### ACTIVITY:
Everything from the line containing "Annotation task. Extract" to the last line of the entries must be reproduced exactly, and nothing outside that range.

### ENTRIES SUPPLIED:

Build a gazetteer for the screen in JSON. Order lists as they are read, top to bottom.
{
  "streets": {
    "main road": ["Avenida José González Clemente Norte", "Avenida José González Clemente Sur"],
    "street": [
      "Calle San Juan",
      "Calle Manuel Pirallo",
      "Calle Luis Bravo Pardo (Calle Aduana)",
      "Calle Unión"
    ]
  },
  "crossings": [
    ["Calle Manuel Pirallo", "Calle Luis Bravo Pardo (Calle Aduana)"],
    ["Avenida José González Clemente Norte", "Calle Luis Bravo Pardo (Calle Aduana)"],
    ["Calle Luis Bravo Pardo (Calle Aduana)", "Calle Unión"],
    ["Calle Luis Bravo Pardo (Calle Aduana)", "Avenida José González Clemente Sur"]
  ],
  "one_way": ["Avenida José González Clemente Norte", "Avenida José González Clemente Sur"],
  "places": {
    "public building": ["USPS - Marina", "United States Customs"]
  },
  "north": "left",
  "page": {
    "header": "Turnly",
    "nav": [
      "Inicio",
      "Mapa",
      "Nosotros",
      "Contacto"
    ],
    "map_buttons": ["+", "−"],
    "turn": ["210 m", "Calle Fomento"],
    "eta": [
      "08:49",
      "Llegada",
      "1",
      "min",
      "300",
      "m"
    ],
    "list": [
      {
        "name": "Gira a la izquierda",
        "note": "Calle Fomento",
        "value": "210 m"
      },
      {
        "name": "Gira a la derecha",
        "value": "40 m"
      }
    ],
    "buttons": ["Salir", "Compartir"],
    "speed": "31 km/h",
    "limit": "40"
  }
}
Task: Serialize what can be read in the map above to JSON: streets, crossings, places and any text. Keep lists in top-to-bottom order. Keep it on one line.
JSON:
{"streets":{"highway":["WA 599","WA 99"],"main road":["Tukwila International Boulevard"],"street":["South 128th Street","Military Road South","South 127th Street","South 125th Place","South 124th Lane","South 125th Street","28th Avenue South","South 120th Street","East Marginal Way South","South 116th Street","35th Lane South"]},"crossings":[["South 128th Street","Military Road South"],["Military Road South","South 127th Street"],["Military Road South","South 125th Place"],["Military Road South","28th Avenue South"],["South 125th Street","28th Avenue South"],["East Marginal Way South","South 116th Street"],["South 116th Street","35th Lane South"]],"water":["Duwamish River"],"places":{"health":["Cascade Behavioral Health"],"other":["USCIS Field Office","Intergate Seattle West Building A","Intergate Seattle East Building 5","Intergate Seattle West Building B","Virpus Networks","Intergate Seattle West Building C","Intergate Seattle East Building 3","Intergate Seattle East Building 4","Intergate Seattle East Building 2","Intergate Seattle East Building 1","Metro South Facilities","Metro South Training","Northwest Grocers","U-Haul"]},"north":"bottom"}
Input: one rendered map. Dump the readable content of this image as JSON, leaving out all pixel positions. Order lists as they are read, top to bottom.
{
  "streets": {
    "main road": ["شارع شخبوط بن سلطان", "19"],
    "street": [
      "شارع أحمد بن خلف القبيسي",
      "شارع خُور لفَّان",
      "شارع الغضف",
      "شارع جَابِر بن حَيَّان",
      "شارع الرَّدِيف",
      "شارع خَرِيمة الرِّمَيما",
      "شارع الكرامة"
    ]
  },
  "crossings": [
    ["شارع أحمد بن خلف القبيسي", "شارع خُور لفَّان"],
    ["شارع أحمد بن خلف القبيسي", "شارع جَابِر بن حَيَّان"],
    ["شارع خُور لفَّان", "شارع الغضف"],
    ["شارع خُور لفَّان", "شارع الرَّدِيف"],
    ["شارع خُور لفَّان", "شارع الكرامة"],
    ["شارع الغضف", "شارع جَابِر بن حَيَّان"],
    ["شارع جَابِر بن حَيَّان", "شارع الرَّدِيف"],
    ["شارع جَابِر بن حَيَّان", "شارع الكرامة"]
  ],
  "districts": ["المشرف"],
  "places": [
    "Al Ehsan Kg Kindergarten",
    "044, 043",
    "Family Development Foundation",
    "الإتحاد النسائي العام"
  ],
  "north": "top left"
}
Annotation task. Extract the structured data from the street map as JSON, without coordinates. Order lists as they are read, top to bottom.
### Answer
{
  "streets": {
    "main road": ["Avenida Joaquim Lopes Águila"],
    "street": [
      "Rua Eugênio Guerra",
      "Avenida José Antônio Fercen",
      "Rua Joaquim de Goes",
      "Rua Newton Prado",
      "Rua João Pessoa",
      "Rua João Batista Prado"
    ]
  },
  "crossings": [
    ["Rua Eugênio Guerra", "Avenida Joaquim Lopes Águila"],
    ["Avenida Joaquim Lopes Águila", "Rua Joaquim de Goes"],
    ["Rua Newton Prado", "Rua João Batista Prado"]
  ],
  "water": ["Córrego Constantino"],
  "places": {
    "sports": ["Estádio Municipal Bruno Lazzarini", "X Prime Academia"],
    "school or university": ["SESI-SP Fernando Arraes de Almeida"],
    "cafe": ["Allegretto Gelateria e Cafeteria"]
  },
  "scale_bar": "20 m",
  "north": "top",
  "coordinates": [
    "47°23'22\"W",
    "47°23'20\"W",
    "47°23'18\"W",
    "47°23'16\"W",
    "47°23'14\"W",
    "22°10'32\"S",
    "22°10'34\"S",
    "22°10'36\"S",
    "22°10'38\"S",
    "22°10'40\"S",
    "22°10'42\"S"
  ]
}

### ANSWER SPACE:
Annotation task. Extract the structured data from the street map as JSON, without coordinates. Order lists as they are read, top to bottom.
### Answer
{
  "streets": {
    "main road": ["Avenida Joaquim Lopes Águila"],
    "street": [
      "Rua Eugênio Guerra",
      "Avenida José Antônio Fercen",
      "Rua Joaquim de Goes",
      "Rua Newton Prado",
      "Rua João Pessoa",
      "Rua João Batista Prado"
    ]
  },
  "crossings": [
    ["Rua Eugênio Guerra", "Avenida Joaquim Lopes Águila"],
    ["Avenida Joaquim Lopes Águila", "Rua Joaquim de Goes"],
    ["Rua Newton Prado", "Rua João Batista Prado"]
  ],
  "water": ["Córrego Constantino"],
  "places": {
    "sports": ["Estádio Municipal Bruno Lazzarini", "X Prime Academia"],
    "school or university": ["SESI-SP Fernando Arraes de Almeida"],
    "cafe": ["Allegretto Gelateria e Cafeteria"]
  },
  "scale_bar": "20 m",
  "north": "top",
  "coordinates": [
    "47°23'22\"W",
    "47°23'20\"W",
    "47°23'18\"W",
    "47°23'16\"W",
    "47°23'14\"W",
    "22°10'32\"S",
    "22°10'34\"S",
    "22°10'36\"S",
    "22°10'38\"S",
    "22°10'40\"S",
    "22°10'42\"S"
  ]
}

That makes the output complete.